Baker Academic’s new Dictionary of Scripture and Ethics (hereafter DSE) provides a broadly evangelical perspective on the relationship between the Bible and Christian ethics. This volume compiles the expertise of more than two hundred different scholars on over five hundred topics. Green, the general editor, introduces the resources describing the need for such a work, given the relative lack of scholarly attention that ‘the Bible and ethics’ has received in the academy. Green also highlights the historical challenges of addressing the relationship between Christian Scripture and ethics. He explains that Christian interpreters throughout history have often addressed ethical questions from Scripture by overly harmonizing biblical voices. This volume aims to offer its readers answers to difficult questions without dodging the most challenging of issues.
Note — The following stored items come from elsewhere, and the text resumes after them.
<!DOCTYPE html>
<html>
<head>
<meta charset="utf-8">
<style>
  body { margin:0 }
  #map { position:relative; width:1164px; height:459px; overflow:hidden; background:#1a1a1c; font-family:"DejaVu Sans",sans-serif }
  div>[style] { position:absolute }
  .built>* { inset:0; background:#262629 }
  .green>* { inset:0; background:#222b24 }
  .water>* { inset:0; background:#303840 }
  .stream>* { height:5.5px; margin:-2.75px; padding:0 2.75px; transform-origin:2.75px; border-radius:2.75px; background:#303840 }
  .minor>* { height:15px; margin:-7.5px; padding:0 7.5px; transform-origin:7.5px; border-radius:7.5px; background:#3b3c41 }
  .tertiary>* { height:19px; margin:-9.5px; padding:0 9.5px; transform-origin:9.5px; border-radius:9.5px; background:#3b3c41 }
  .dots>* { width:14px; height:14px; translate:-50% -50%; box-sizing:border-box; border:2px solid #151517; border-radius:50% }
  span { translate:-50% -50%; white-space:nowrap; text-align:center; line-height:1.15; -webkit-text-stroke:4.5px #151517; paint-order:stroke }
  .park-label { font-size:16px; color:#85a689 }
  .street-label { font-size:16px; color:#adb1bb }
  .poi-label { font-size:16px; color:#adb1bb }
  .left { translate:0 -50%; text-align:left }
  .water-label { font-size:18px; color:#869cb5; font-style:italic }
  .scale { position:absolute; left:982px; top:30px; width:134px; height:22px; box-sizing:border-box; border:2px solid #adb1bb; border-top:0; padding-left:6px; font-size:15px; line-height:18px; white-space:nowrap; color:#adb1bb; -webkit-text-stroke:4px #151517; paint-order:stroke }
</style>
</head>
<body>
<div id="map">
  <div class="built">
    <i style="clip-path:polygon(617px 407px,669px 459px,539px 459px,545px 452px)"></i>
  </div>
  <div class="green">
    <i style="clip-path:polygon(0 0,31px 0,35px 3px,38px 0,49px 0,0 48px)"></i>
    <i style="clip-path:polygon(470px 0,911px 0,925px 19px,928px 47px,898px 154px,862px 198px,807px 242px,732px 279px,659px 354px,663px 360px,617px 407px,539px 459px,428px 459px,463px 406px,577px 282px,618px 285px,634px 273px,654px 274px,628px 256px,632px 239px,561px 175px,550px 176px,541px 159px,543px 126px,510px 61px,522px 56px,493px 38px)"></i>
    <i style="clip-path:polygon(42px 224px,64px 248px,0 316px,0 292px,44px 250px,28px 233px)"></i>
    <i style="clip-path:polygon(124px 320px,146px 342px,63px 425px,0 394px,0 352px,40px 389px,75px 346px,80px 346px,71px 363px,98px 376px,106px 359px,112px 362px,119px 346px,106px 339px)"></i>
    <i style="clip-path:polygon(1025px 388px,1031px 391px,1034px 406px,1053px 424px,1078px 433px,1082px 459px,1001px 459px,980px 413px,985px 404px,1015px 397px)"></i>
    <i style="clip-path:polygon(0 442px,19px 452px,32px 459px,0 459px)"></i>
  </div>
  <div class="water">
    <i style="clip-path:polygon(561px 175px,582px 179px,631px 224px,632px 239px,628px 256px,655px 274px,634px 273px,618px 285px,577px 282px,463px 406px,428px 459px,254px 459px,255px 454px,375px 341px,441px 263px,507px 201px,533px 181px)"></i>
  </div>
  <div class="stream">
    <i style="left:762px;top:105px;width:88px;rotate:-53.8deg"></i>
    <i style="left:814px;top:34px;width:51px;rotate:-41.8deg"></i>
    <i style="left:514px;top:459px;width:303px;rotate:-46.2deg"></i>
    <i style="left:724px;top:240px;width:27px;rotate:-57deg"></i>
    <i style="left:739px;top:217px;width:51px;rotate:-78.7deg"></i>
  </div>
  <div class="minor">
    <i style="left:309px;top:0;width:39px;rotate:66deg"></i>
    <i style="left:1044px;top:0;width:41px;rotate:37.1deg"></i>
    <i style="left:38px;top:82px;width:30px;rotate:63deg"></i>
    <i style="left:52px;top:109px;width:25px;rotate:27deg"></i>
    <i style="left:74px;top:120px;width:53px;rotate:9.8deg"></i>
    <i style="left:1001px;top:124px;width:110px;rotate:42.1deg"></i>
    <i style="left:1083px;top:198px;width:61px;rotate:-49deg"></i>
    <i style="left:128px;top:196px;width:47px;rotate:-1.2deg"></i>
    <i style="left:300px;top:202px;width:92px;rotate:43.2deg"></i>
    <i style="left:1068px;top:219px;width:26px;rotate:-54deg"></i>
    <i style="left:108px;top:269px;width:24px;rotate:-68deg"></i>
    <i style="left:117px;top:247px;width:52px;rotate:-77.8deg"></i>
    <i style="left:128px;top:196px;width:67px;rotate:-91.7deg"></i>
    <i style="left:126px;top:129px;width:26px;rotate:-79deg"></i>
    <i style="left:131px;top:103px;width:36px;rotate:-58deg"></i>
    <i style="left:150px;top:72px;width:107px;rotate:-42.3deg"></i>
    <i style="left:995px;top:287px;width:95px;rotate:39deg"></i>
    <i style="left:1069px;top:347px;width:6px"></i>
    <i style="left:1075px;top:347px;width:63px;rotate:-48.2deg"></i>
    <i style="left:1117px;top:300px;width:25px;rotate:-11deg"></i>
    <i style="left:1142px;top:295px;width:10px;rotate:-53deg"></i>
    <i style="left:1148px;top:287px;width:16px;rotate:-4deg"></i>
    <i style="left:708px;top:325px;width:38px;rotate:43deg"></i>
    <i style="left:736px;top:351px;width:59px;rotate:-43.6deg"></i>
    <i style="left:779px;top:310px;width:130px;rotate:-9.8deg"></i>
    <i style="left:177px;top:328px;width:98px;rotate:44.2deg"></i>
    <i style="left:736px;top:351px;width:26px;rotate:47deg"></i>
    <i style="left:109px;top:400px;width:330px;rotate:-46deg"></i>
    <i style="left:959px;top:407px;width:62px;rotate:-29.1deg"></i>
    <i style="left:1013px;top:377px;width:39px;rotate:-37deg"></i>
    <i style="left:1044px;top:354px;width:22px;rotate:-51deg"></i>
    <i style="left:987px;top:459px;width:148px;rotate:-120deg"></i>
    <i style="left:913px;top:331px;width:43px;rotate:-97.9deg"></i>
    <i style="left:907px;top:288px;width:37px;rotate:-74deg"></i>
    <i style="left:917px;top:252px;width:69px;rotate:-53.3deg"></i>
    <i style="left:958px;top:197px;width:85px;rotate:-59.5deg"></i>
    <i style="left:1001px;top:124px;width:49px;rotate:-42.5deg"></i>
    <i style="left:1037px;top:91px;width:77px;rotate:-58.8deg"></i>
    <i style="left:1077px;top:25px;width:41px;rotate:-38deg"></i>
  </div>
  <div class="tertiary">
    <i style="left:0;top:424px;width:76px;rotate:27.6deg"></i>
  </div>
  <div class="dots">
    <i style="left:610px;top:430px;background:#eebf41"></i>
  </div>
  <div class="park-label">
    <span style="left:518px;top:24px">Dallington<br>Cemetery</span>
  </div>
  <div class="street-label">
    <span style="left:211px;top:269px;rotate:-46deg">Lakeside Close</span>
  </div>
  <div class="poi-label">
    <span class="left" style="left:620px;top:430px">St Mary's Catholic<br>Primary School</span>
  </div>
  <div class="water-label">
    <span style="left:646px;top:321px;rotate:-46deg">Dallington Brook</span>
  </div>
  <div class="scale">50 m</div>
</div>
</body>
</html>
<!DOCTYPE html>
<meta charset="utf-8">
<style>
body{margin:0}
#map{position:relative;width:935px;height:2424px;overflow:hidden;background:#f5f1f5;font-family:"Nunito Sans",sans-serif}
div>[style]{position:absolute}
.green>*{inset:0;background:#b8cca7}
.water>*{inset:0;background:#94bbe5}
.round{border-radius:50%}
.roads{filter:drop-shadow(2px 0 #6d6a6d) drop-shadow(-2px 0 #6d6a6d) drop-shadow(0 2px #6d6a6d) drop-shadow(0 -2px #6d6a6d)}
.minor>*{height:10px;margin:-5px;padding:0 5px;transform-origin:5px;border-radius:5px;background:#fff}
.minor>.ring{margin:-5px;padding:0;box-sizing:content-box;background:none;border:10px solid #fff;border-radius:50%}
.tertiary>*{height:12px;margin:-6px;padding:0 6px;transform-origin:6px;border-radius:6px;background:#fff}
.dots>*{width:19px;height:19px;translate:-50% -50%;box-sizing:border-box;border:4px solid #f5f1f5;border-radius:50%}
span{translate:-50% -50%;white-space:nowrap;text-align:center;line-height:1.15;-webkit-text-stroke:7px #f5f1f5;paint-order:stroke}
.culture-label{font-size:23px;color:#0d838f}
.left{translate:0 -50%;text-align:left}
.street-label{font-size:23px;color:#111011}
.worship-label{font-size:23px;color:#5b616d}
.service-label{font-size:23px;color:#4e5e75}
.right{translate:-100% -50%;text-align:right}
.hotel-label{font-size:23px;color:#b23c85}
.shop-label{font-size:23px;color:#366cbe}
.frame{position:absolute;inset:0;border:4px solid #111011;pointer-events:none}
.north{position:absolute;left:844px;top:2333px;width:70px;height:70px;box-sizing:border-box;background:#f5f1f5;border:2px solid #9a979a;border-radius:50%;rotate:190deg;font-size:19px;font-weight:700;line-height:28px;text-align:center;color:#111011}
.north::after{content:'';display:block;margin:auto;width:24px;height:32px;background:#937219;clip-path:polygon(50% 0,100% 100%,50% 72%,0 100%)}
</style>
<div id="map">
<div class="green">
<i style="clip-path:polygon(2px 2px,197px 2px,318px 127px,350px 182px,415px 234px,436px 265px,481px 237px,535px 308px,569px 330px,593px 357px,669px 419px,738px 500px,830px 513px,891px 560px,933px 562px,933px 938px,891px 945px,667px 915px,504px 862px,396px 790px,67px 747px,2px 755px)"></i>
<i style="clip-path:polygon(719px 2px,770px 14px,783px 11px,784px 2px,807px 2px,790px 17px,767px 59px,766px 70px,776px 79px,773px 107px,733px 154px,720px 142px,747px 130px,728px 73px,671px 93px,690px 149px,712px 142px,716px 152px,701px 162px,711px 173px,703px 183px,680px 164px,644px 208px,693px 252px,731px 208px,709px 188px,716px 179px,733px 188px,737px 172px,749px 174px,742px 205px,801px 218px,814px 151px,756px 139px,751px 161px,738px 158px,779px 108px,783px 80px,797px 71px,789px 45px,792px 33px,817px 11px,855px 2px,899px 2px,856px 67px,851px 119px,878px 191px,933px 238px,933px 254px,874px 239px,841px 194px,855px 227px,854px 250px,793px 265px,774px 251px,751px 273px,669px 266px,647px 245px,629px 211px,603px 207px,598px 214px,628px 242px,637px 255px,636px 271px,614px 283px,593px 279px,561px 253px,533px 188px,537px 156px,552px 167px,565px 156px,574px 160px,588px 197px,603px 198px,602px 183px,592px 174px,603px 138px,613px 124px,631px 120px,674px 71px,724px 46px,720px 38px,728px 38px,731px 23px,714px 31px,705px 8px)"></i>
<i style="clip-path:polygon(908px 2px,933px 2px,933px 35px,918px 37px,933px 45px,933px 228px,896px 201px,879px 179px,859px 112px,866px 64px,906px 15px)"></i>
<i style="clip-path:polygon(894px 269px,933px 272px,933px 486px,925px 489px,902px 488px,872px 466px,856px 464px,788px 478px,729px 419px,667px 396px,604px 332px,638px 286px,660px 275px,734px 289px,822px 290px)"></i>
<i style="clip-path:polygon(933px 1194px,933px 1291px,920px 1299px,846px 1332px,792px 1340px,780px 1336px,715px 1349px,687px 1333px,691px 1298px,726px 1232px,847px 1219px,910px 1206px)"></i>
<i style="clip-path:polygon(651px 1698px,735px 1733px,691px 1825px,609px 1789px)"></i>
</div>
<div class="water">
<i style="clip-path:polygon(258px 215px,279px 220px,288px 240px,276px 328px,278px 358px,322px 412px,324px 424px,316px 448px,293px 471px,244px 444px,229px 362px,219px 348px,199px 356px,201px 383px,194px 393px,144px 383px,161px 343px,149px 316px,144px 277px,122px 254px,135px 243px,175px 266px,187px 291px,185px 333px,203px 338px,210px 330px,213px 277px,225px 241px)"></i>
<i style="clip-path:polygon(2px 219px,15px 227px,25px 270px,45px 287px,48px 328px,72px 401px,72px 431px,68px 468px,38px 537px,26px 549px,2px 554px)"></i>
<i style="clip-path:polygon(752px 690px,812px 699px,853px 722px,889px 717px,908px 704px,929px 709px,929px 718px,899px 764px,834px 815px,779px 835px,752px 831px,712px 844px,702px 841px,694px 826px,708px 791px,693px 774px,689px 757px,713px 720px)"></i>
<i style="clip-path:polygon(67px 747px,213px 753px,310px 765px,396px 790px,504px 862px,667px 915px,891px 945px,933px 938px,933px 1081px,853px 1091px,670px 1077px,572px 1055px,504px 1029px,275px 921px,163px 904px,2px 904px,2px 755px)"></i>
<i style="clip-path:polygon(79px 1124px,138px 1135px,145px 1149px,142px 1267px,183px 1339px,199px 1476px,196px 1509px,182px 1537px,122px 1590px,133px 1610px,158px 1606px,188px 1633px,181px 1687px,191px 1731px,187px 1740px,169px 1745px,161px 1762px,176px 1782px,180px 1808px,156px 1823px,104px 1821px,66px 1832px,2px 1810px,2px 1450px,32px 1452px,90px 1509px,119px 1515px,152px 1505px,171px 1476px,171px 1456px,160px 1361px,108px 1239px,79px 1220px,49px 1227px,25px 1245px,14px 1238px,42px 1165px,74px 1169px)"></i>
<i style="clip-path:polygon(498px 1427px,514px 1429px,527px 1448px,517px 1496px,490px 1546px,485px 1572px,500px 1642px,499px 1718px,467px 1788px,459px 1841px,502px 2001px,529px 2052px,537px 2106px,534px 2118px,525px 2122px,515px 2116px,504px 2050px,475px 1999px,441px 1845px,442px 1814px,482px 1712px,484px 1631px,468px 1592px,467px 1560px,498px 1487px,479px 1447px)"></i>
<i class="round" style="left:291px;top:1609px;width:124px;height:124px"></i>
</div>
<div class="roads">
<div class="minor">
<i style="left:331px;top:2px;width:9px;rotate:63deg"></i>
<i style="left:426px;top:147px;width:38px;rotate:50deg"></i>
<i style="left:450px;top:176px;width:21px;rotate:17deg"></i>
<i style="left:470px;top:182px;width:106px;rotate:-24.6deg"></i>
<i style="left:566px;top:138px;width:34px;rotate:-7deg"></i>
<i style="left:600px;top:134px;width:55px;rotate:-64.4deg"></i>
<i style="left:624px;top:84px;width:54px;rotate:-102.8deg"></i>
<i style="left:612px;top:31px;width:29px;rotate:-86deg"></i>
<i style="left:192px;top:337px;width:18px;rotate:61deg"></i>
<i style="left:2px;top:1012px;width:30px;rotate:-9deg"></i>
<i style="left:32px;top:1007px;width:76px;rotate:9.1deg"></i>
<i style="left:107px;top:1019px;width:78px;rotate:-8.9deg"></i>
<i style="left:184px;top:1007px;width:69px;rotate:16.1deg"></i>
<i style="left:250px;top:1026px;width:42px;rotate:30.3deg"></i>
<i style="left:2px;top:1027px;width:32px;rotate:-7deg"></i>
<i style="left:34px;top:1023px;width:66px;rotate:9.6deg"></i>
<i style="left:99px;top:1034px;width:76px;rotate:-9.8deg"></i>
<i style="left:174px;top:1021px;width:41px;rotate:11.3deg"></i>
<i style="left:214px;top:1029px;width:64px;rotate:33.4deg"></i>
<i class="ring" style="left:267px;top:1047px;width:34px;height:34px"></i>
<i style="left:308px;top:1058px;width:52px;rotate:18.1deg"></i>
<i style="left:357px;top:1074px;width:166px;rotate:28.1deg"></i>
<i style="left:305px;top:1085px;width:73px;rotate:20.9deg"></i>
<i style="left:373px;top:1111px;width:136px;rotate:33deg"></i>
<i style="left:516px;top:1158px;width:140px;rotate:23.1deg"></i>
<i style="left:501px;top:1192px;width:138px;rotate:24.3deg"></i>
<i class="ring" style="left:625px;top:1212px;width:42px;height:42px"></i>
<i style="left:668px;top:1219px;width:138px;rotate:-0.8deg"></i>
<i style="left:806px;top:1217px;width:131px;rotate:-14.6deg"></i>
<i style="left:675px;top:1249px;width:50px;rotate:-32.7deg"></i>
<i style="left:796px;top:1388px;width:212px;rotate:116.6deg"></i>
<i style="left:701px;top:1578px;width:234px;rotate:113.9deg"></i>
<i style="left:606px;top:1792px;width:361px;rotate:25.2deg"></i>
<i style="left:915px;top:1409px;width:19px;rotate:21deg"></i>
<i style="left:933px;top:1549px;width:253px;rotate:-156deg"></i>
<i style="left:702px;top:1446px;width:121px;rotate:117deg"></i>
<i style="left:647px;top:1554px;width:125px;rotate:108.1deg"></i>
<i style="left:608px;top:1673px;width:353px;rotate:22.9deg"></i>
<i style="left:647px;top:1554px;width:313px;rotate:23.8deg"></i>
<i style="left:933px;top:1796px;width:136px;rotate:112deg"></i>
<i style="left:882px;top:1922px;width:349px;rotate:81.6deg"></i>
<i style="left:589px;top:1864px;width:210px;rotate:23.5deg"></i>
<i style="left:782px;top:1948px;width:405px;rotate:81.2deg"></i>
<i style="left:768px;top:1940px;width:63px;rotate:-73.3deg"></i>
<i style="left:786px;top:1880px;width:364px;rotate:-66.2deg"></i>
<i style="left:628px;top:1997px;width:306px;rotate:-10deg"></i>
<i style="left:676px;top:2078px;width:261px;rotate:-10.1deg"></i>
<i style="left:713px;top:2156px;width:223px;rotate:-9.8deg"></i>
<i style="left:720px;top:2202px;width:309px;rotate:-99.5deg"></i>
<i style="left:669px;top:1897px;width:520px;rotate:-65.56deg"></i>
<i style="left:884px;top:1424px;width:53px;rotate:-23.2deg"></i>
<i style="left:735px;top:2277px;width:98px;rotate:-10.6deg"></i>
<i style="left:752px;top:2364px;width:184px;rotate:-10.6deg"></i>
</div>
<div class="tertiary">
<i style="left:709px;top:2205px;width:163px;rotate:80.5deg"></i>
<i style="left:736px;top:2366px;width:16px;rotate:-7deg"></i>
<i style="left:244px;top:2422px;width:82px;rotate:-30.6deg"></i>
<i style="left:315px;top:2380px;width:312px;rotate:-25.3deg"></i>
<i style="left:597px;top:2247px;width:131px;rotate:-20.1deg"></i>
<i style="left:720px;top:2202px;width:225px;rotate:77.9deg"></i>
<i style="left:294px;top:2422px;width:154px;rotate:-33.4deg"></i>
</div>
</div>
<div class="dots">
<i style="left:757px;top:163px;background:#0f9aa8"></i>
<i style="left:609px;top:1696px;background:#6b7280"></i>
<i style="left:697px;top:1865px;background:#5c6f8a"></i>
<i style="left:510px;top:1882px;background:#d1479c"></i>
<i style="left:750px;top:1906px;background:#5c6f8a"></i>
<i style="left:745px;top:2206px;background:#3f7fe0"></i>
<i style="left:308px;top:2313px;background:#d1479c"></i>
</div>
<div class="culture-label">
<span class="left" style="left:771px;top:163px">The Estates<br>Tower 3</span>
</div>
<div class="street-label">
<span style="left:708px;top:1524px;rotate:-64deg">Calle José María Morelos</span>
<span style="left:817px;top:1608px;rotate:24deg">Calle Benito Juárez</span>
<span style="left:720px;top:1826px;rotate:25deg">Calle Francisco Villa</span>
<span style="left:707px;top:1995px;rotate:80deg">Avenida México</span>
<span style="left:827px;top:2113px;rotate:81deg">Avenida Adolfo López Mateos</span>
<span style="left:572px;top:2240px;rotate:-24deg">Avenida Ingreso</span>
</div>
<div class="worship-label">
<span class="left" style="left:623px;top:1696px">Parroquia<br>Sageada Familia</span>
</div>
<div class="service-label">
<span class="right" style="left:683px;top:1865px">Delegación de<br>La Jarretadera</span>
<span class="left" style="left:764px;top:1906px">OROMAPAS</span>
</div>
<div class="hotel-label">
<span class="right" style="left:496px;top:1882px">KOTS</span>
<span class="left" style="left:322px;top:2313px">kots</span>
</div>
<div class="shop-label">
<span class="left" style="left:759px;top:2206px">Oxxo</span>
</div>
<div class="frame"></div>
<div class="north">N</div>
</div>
DSE then provides three additional introductory sections dealing with larger questions surrounding biblical ethics. Allen Verhey first handles ‘Ethics in Scripture,’ defining ethics as ‘disciplined reflection concerning moral conduct and character.’ He adds, ‘In Scripture, such reflection is always disciplined by convictions about God’s will and way’ (p. 5). Verhey takes six pages to overview ethical approaches to Torah, the Prophets, Wisdom, the Gospels, Paul, and the later New Testament writings.
Charles Cosgrove writes the volume’s next introductory section, entitled ‘Scripture in Ethics: A History’ (pp. 13–25). Cosgrove tours the particular ethical approaches and concerns of believers in the first century, the Patristic period, the Medieval period, the Reformation, and the Modern/Postmodern era. Cosgrove’s survey aims to illustrate the complexity of the relationship between Christian Scripture and ethics. He also shows how varied are the conceptions of biblical authority, which is fundamental to modern debate.
In the final introductory section, Bruce Birch’s ‘Scripture in Ethics: Methodological Issues’ addresses the current state of ethical discussion in the life of individual Christians. That is, Birch contends that Christians use untested methods for drawing ethical conclusions from Scripture. He sets out to raise issues of perspective and methodological practice to help believers be more ‘self-conscious’ as they relate the Bible to their moral lives.
One typical article featured in this volume is Michael Gorman’s on ‘Abortion.’ Gorman even-handedly covers the ‘pro-life’ and ‘pro-choice’ sides in the debate. He helpfully notes the main arguments of each and also includes common responses to these arguments. In the end, Gorman draws upon the opposition of early Jewish and Christian communities to abortion and discusses the non-canonical texts that clearly attest to this stance.
DSE is arranged alphabetically and, as with the above article, lives up to the goal(s) stated in the introductory matter. Treatments of stated topics seems fair and considers the complexity of the issues addressed. The wide range of topics includes: capitalism, artificial intelligence, ethics in the Additions to Daniel and Esther, concubinage, taxation, urbanization, ethics in the Dead Sea Scrolls, quality of life, reproductive technology, loans, Just-War Theory, individualism, hospice, and ecological ethics. The volume is recommended either as a starting place for further research or a ‘one-stop’ treatment on Christian ethics for pastors and lay people.